Interview der Woche von Kirsten Tackmann,

Kirsten Tackmann, frauenpolitische Sprecherin der Fraktion DIE LINKE, äußert sich zum bevorstehenden Internationalen Frauentag am 8. März

Kürzlich hat Wolfgang Böhmer, CDU-Ministerpräsident von Sachsen-Anhalt, die Öffentlichkeit mit der irrwitzigen These geschockt, die jüngsten Babymorde in Ostdeutschland seien auch ein Erbe der DDR. Was fällt Ihnen als zweifache Mutter aus dem Osten dazu ein?

Mit dieser dumpfen Gedankenwelt hat er sich als Ministerpräsident von Sachsen-Anhalt disqualifiziert. Wolfgang Böhmer versucht, die selbstbestimmte Entscheidung der Frauen in der DDR über die Austragung einer Schwangerschaft zu diskreditieren. Er beleidigt damit alle ostdeutschen Frauen, die mit diesem Recht verantwortungsvoll umgegangen sind. Das ist ein allzu durchsichtiger Versuch, von den wirklichen Ursachen abzulenken. Zur Verhinderung von Kindstötungen brauchen wir nicht den Zeigefinger Richtung Vergangenheit, sondern eine kinderfreundliche und geschlechtergerechte Gesellschaft heute.

Als Frauenpolitikerin müssten Sie mit der aktuellen Situation für Frauen in Deutschland doch recht zufrieden sein?

Ganz im Gegenteil. Denn der Rückbau von öffentlicher Infrastruktur und Daseinsvorsorge trifft besonders Frauen und schränkt ihre Möglichkeiten für ein selbstbestimmtes Leben ein. Die derzeitige Arbeitsmarktpolitik verstärkt die strukturelle Diskriminierung von Frauen in der kapitalistischen Gesellschaft. So sind 70 Prozent der Beschäftigten im Niedriglohnsektor weiblich, der Lohnunterschied zwischen den Geschlechtern beträgt in der Bundesrepublik skandalöse 22 Prozent.
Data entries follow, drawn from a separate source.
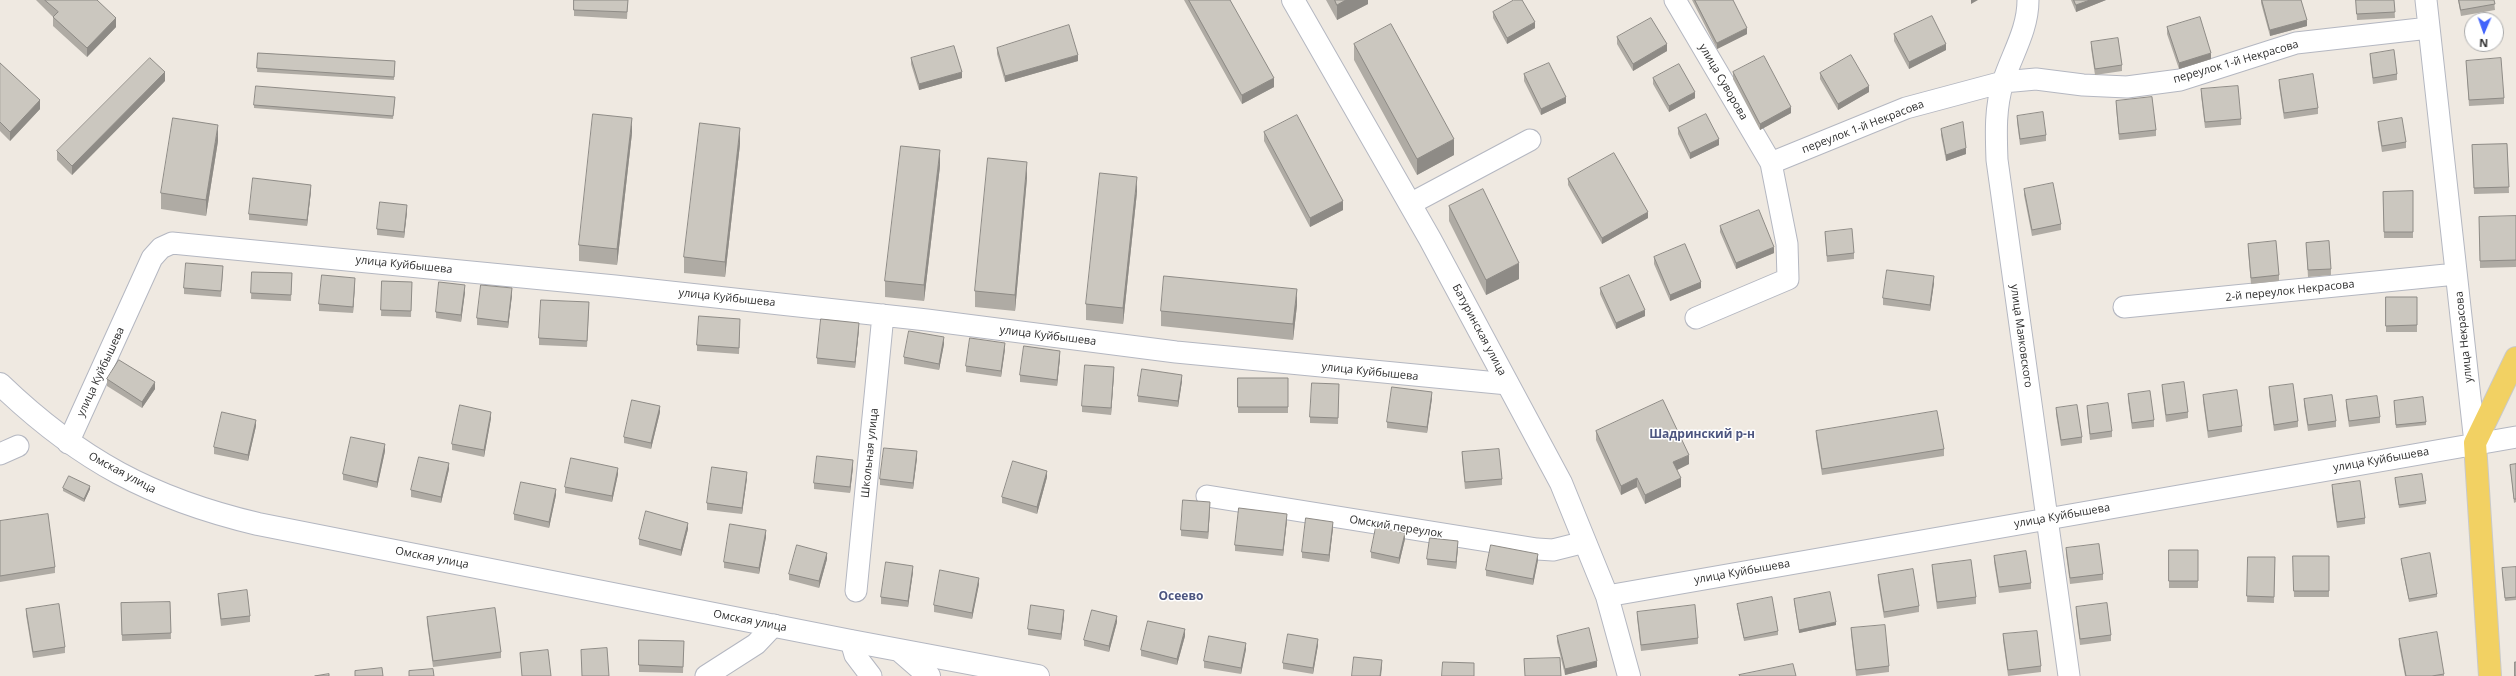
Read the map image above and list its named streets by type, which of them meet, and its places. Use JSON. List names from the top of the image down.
{
  "streets": {
    "main road": ["улица Некрасова"],
    "street": [
      "переулок 1-й Некрасова",
      "улица Суворова",
      "улица Куйбышева",
      "2-й переулок Некрасова",
      "Батуринская улица",
      "улица Маяковского",
      "Школьная улица",
      "Омская улица",
      "Омский переулок"
    ]
  },
  "crossings": [
    ["переулок 1-й Некрасова", "улица Суворова"],
    ["переулок 1-й Некрасова", "улица Маяковского"],
    ["переулок 1-й Некрасова", "улица Некрасова"],
    ["улица Куйбышева", "Батуринская улица"],
    ["улица Куйбышева", "улица Маяковского"],
    ["улица Куйбышева", "улица Некрасова"],
    ["улица Куйбышева", "Школьная улица"],
    ["улица Куйбышева", "Омская улица"],
    ["2-й переулок Некрасова", "улица Некрасова"],
    ["Батуринская улица", "Омский переулок"]
  ],
  "districts": ["Шадринский р-н", "Осеево"],
  "north": "bottom"
}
Solange eine gleichberechtigte gesellschaftliche Teilhabe und eigenständige Existenzsicherung von Frauen nicht gewährleistet ist, kann eine linke Frauenpolitikerin nicht zufrieden sein.

Immerhin kann Frau es bis zur Kanzlerin schaffen.

Was beweist das? Die Ausnahme beweist doch nur die Regel: Noch immer sind wenig Frauen in den wirtschaftlichen und politischen Führungsebenen vertreten. An der Spitze großer Unternehmen fehlen Frauen fast vollständig. DIE LINKE fordert zum Beispiel ein Gleichstellungsgesetz für die Privatwirtschaft. Wir brauchen dafür verbindliche Regelungen, denn die freiwillige Vereinbarung zwischen der damaligen Schröder-Fischer-Regierung und der deutschen Wirtschaft aus dem Jahr 2001 ist gescheitert. Außerdem fordern wir Maßnahmen für eine familienfreundliche Arbeitswelt. Norwegen beweist, dass das geht. DIE LINKE will mehr Gleichstellung, auch für alle Frauen im Erwerbsleben, nicht nur für die Elite der Wirtschaft.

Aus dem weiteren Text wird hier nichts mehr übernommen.